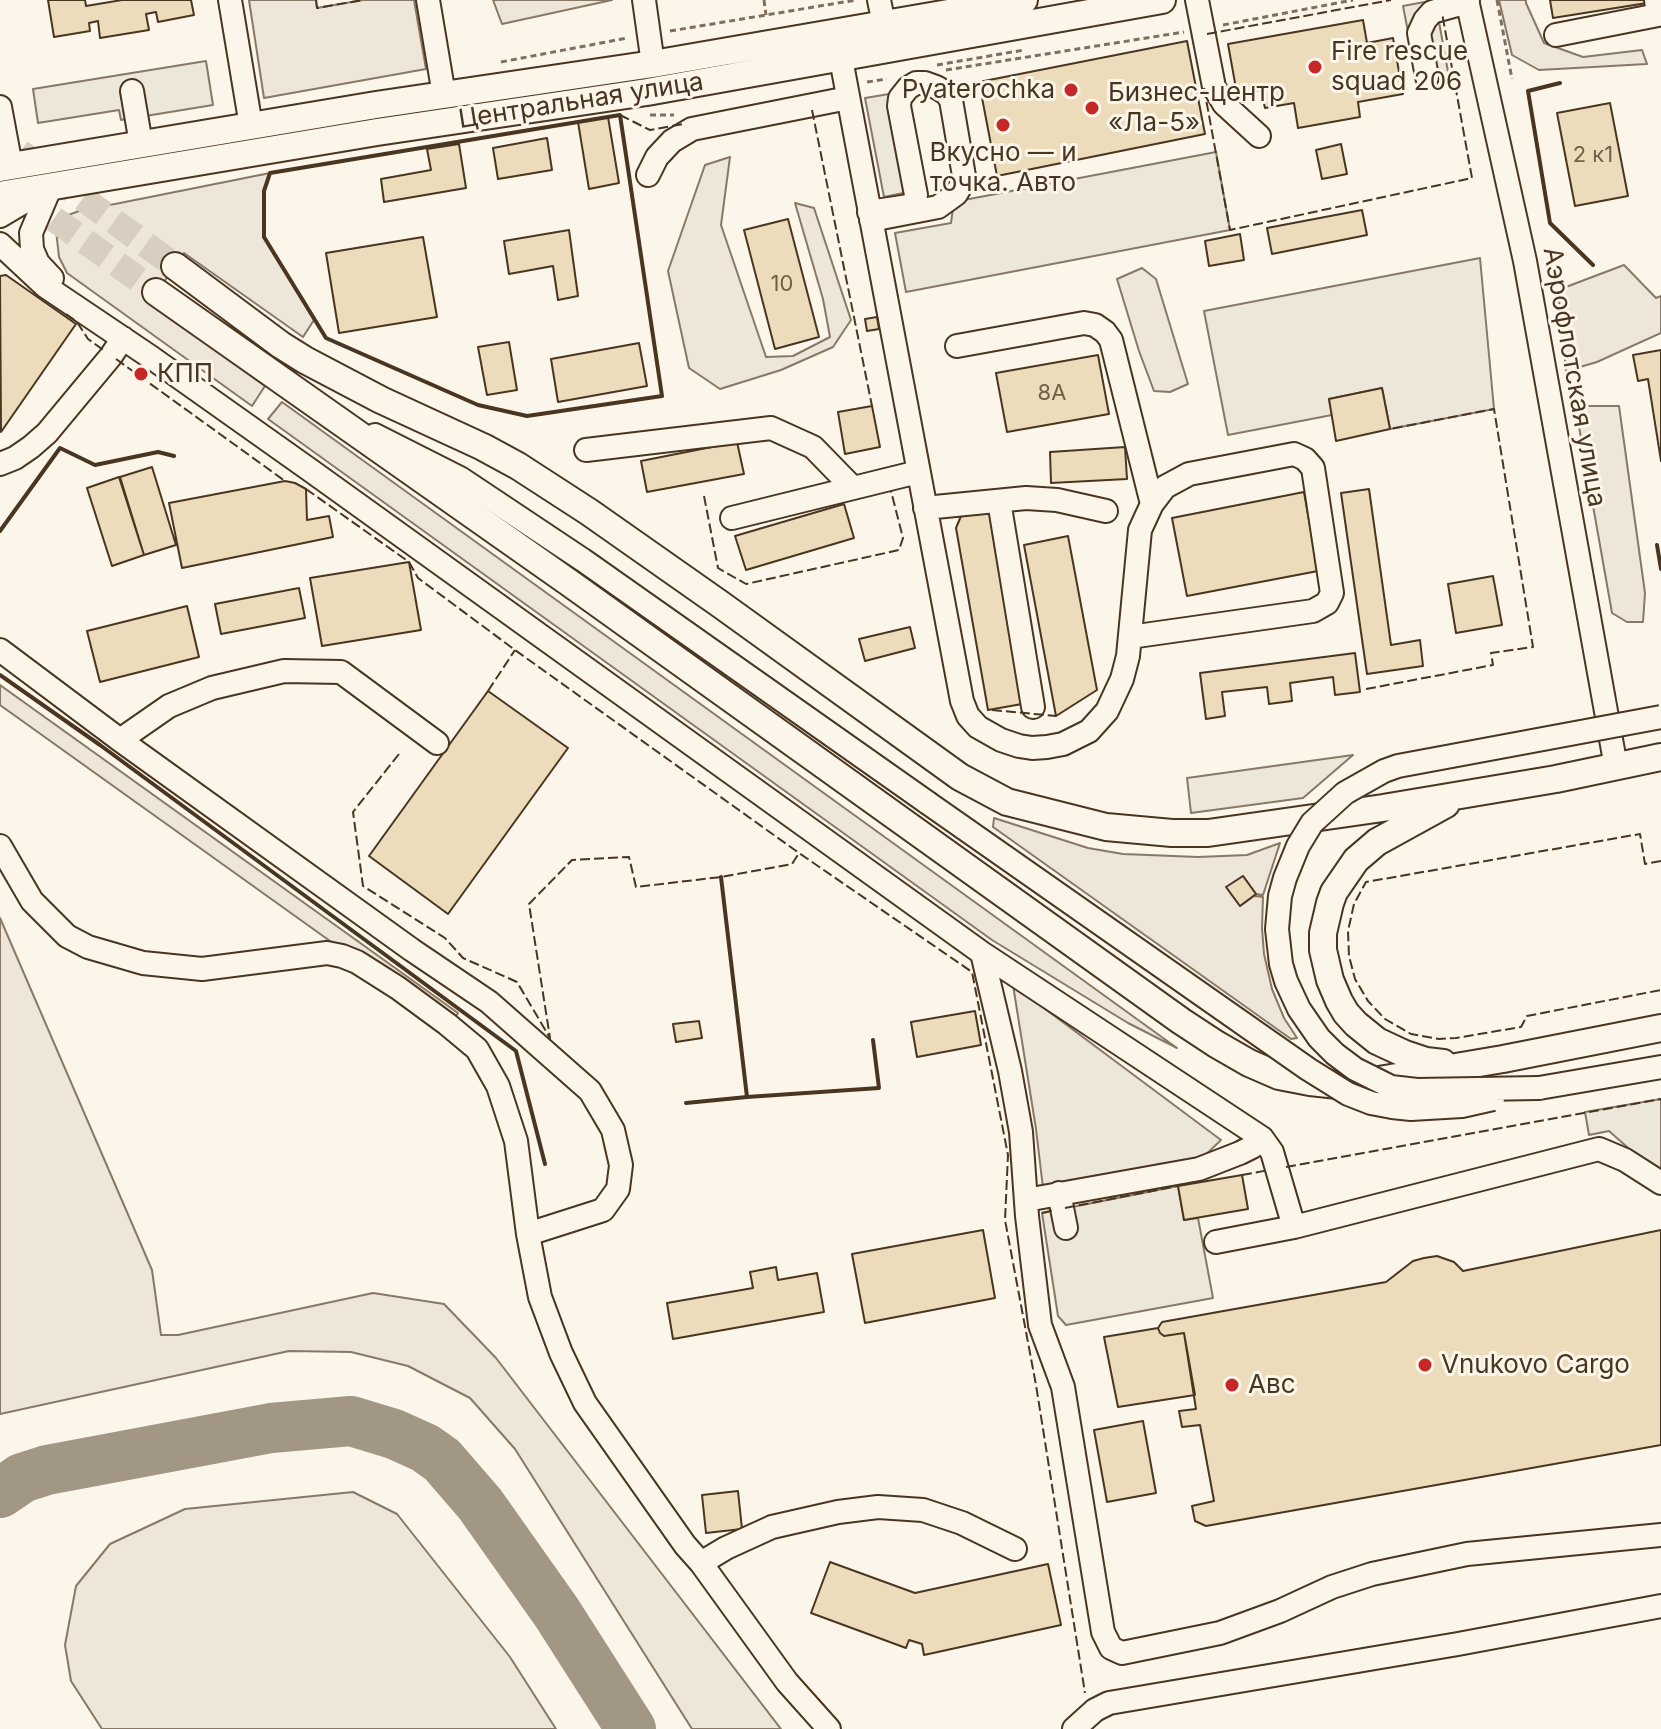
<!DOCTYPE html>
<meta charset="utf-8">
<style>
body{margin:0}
canvas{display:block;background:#fbf6e9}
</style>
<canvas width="1661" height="1729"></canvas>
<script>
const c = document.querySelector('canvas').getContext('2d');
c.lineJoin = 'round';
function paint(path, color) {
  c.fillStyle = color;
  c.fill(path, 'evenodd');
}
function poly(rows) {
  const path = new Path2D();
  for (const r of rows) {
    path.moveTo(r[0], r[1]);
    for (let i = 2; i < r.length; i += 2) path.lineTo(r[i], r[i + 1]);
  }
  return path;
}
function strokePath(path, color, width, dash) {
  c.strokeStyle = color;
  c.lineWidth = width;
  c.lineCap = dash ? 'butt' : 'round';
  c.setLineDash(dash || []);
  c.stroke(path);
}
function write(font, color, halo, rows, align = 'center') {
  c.font = font + ' Inter,sans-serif';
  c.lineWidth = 6;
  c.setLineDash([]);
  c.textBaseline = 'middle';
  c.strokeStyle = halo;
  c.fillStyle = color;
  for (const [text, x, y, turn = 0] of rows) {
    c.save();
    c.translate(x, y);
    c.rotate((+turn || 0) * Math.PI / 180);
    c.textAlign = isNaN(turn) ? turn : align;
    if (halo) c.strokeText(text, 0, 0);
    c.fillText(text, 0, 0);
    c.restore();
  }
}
const green = poly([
 [249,0,316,0,317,8,363,0,414,0,426,69,264,98,249,0],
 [493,0,612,0,502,24,493,0],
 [1499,0,1526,0,1526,3,1544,43,1583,57,1642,50,1647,64,1539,70,1512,55,1499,0],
 [730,157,721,225,766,357,793,356,830,337,823,299,795,203,814,208,851,320,833,347,781,370,720,389,689,368,668,271,705,165,730,157],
 [270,173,264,191,264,237,314,320,303,337,184,253,150,302,265,386,252,406,67,273,59,257,56,230,63,217,87,208,115,204,270,173],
 [1624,265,1656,298,1661,296,1661,333,1597,362,1566,371,1558,290,1624,265],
 [1142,268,1156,279,1188,384,1170,392,1154,391,1139,351,1117,279,1142,268],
 [282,402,1177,1048,1128,1023,992,940,268,419,282,402],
 [1585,406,1619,406,1645,593,1643,622,1627,622,1612,613,1578,421,1585,406],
 [0,685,458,1013,448,1029,330,941,0,705,0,685],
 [994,818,1088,848,1123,854,1198,857,1247,855,1280,843,1263,895,1256,894,1243,876,1227,888,1240,906,1254,896,1263,897,1262,928,1264,954,1272,989,1284,1018,1297,1038,1291,1039,993,827,994,818],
 [0,918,152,1270,161,1335,178,1335,373,1293,444,1304,496,1358,781,1729,692,1729,515,1449,470,1398,408,1366,351,1352,289,1351,0,1414,0,918],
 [353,1492,397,1514,510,1657,556,1729,102,1729,71,1681,65,1645,76,1586,110,1544,185,1509,353,1492]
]);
paint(green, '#ede6d9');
strokePath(green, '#887966', 2);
const parking = poly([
 [1435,0,1449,77,1418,83,1403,6,1435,0],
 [206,61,213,105,121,120,119,110,38,123,33,89,206,61],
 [889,94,908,192,884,197,865,98,889,94],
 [1216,152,1230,230,906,292,895,233,951,223,953,208,964,200,1216,152],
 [1480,258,1494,409,1390,429,1382,388,1329,399,1332,415,1228,435,1204,311,1480,258],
 [1353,755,1303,798,1191,813,1187,778,1353,755],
 [1013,985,1221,1140,1194,1166,1043,1188,1036,1129,1013,985],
 [1661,1099,1661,1177,1609,1131,1589,1135,1585,1112,1661,1099],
 [1178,1186,1184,1220,1198,1218,1213,1298,1066,1325,1058,1316,1042,1213,1178,1186]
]);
paint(parking, '#ede7d9');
strokePath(parking, '#887966', 2);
strokePath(poly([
 [0,1493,22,1478,47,1470,271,1428,351,1421,394,1434,425,1448,442,1460,480,1504,557,1613,631,1729]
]), '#a29684', 50);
const building = poly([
 [48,0,85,0,86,6,122,0,191,0,194,15,158,22,156,12,146,14,149,30,100,38,98,21,89,23,90,31,54,37,48,0],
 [1550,0,1647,0,1647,3,1553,18,1550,0],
 [1363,20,1367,43,1393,38,1403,94,1358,102,1360,117,1298,128,1294,103,1265,108,1261,90,1237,94,1228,44,1363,20],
 [1187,41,1205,134,997,176,979,82,1187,41],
 [1610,103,1628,196,1575,206,1557,113,1610,103],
 [608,117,619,183,589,189,578,122,608,117],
 [547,138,552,170,498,179,493,148,547,138],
 [459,144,466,188,384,202,381,179,431,170,427,149,459,144],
 [1341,144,1347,174,1322,179,1316,150,1341,144],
 [1362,210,1367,235,1272,254,1267,228,1362,210],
 [788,219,819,337,775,349,744,230,788,219],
 [569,230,578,296,558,300,553,266,509,274,504,241,569,230],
 [1240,234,1244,260,1209,266,1205,241,1240,234],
 [423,237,437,317,339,333,326,253,423,237],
 [6,275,76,324,1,432,0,276,6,275],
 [877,317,879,329,867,331,865,319,877,317],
 [509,342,517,390,487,395,478,347,509,342],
 [639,343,647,386,558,402,551,359,639,343],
 [1661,350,1661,461,1648,379,1638,381,1633,355,1661,350],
 [1098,355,1109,414,1007,432,996,373,1098,355],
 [1382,388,1390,429,1336,441,1329,399,1382,388],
 [872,406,880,447,845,454,838,412,872,406],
 [737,442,744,474,647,492,641,461,737,442],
 [1125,447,1127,479,1051,483,1050,452,1125,447],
 [152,467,176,545,144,555,120,477,152,467],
 [119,477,144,555,112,566,87,488,119,477],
 [285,481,295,483,306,489,307,520,329,516,333,537,182,568,169,503,285,481],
 [1369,489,1391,645,1420,640,1423,666,1367,674,1341,493,1369,489],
 [1304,492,1318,571,1187,596,1172,518,1304,492],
 [844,504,854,538,746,570,735,536,844,504],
 [989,511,1022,704,988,710,956,528,961,516,989,511],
 [1068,536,1097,690,1056,716,1024,545,1068,536],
 [409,562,421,630,322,646,310,578,409,562],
 [1493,576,1502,625,1456,633,1448,584,1493,576],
 [299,588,305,618,221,634,215,604,299,588],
 [187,606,199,657,100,682,87,631,187,606],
 [910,627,915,648,865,661,859,639,910,627],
 [1355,653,1360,692,1335,695,1333,677,1290,683,1292,701,1269,704,1267,687,1222,692,1225,716,1206,719,1200,673,1355,653],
 [488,691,568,748,448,914,369,856,488,691],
 [1243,876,1256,894,1240,906,1226,887,1243,876],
 [975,1011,981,1045,917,1057,911,1022,975,1011],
 [699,1021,702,1038,676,1042,673,1024,699,1021],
 [1242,1175,1248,1209,1184,1220,1178,1186,1242,1175],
 [983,1230,995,1298,865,1323,852,1254,983,1230],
 [1661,1230,1661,1445,1206,1526,1195,1521,1192,1506,1214,1501,1200,1425,1182,1427,1179,1411,1196,1409,1184,1333,1164,1336,1160,1333,1158,1328,1162,1322,1386,1282,1413,1261,1424,1258,1437,1256,1454,1262,1463,1271,1661,1230],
 [776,1267,778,1280,817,1273,824,1312,673,1339,667,1303,753,1288,750,1272,776,1267],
 [1158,1328,1160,1333,1164,1336,1184,1333,1195,1395,1118,1407,1104,1337,1158,1328],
 [1143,1421,1156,1493,1107,1502,1094,1430,1143,1421],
 [738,1491,742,1529,706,1533,702,1495,738,1491],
 [830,1562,915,1593,1048,1564,1061,1625,924,1655,922,1644,909,1640,906,1648,811,1613,830,1562]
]);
paint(building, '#ecdcbc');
strokePath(building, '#4a3520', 2);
strokePath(poly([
 [20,152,175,266],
 [22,196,156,292]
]), '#d8cfc1', 26, [26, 13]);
const minor = poly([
 [230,0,251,126],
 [428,0,444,95],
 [644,0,653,64],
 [879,0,884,24],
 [1197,0,1214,87,1224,104,1259,136],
 [1467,0,1525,261,1616,767],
 [1556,35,1658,15,1656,0],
 [838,43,962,701,968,716,978,727,1001,740,1019,746,1032,748,1047,747,1063,744,1089,731,1107,711,1122,679,1128,656,1140,530,1152,504,1165,487,1189,474,1294,454,1305,459,1313,468,1332,593,1327,603,1313,611,1130,637],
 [1427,77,1419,33,1425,20,1432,12,1468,2],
 [132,91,141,144],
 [0,107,11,166],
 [648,175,657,157,672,141,692,129,848,98],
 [51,186,31,233,32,249,38,263,52,278],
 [869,212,909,206,914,203,916,195,899,106,900,98,908,88,916,83,925,83,936,87,946,93,951,100,964,176,962,184,956,194,938,207,871,220],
 [0,216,44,190],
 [0,244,45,286,152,358,310,470,982,953,1262,1138,1272,1152,1294,1227],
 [957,346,1084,323,1095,325,1105,332,1111,340,1152,504],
 [375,435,460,478,583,560,928,803],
 [586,450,771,428,813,447,853,488],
 [0,464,15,458,31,447,47,433,111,356,123,338],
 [999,501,1033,707],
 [925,508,1026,498,1057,500,1106,511],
 [732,518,918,472],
 [0,650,120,740,412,950,489,1002,590,1091,613,1130,621,1165,618,1189,603,1210,528,1234],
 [120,740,169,706,212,688,284,671,341,672,437,743],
 [0,846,32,901,67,936,88,947,143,963,202,969,327,953,342,956,357,962,398,988,447,1024,477,1049,498,1086,516,1141,528,1234,540,1297,561,1353,585,1403,685,1545,701,1563,787,1682,829,1729],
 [982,953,1010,1071,1021,1132,1027,1216,1040,1325,1063,1387,1103,1632,1111,1648,1122,1653,1220,1633,1280,1611,1332,1587,1372,1574,1467,1554,1661,1535],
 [1539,1088,1661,1067],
 [1059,1193,1066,1228],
 [1026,1200,1199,1169,1240,1153,1252,1147,1262,1138],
 [1216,1242,1294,1227,1599,1149,1625,1160,1661,1183],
 [701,1563,726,1548,772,1527,838,1512,878,1507,923,1510,962,1523,1015,1549],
 [1074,1729,1095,1710,1109,1703,1458,1644,1661,1606]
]);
const major = poly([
 [0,168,376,105,653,64,1024,0],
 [0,195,377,132,647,92,1162,0],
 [175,266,281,345,305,360,381,400,483,447,518,466,589,512,720,604,960,777,1007,802,1106,827,1172,833,1208,833,1383,808,1556,779,1661,757],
 [156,292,571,584,1181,1021,1216,1044,1249,1063,1279,1076,1310,1082,1338,1085,1367,1082,1503,1059,1661,1028],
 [1443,1063,1426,1061,1405,1054,1377,1041,1356,1024,1346,1013,1339,1001,1330,980,1323,950,1323,933,1330,903,1334,892,1356,860,1377,842,1446,804]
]);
strokePath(minor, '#4a3520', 26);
strokePath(major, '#4a3520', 30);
strokePath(poly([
 [764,0,766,15],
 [1497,0,1512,79],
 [1223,25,1353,0],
 [670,31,856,0],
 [501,62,627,38],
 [937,65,1024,50],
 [946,70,1184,32],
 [867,82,887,79],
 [650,115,674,115]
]), '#7f6f5c', 3, [6, 4]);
strokePath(minor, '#fbf6e9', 22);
strokePath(major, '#fbf6e9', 26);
const minorBridge = poly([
 [928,803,1308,1069,1348,1094,1371,1103,1392,1107,1411,1109,1462,1106,1493,1099],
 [1539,1088,1417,1090,1391,1087,1355,1069,1335,1054,1319,1038,1299,1009,1286,981,1281,964,1277,929,1280,896,1285,878,1298,846,1312,823,1345,793,1384,771,1398,766,1661,717]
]);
strokePath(minorBridge, '#4a3520', 26, []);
strokePath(minorBridge, '#fbf6e9', 22);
strokePath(poly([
 [316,0,317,8,363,0],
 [1207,34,1391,0],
 [1204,88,1230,230,1472,178,1442,13],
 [812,110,872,406],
 [620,115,650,130,683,124],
 [66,314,77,322,88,339,106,352],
 [116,359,285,481],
 [306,489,409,562,418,578,515,650,799,853,972,972,1008,1155,1005,1220,1036,1385,1085,1693],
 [704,496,718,568,746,584,899,550,903,538,891,491],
 [1366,689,1493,665,1491,653,1533,647,1494,409,1390,429],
 [488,691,515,650],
 [992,710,1056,716],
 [399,754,353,812,363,886,445,938,463,958,517,982,550,1038,529,904,572,860,629,857,636,887,721,877,792,864,799,853],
 [1661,861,1645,864,1640,834,1366,882,1354,904,1348,931,1349,956,1355,979,1368,1001,1385,1019,1411,1034,1439,1039,1456,1038,1521,1027,1527,1016,1661,990],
 [1286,1167,1661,1099],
 [1242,1175,1269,1170],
 [1065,1208,1178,1186],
 [1042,1213,1055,1210]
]), '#4a3520', 2, [10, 4]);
strokePath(poly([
 [1560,83,1528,91,1550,223,1593,265],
 [620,115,662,396,527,416,478,405,326,338,264,237,264,191,270,173,620,115],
 [0,531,60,448,95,465,158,452,174,456],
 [1657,545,1661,569],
 [0,675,100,745,516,1051,545,1164],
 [721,877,747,1097],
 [686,1103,747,1097,879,1088,873,1040]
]), '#4a3520', 4);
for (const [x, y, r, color] of [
 [1315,67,8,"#c62828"],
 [1071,90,8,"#c62828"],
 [1092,108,8,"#c62828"],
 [1003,125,8,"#c62828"],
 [141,374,8,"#c62828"],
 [1425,1365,8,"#c62828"],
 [1232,1385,8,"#c62828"]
]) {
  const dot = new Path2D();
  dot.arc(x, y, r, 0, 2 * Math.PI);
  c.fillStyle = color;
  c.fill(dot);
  strokePath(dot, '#fbf6e9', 3);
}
write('22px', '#725f47', null, [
 ["2 к1",1593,155],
 ["10",782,284],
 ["8А",1052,393]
]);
write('26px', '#4a3520', '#fbf6e9', [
 ["Fire rescue",1331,52],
 ["squad 206",1331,82],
 ["Pyaterochka",1055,90,"right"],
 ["Бизнес-центр",1108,93],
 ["«Ла-5»",1108,123],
 ["Вкусно — и",1003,153,"center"],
 ["точка. Авто",1003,183,"center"],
 ["КПП",157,374],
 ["Vnukovo Cargo",1441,1365],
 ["Авс",1248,1385]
], 'left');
write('26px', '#4a3520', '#fbf6e9', [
 ["Центральная улица",581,101,-9],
 ["Аэрофлотская улица",1574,377,80]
]);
</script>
··········
• Exercise instructions
Search the entries for "rows" and copy out each line that has it.

• Exercise result
function poly(rows) {
  for (const r of rows) {
function write(font, color, halo, rows, align = 'center') {
  for (const [text, x, y, turn = 0] of rows) {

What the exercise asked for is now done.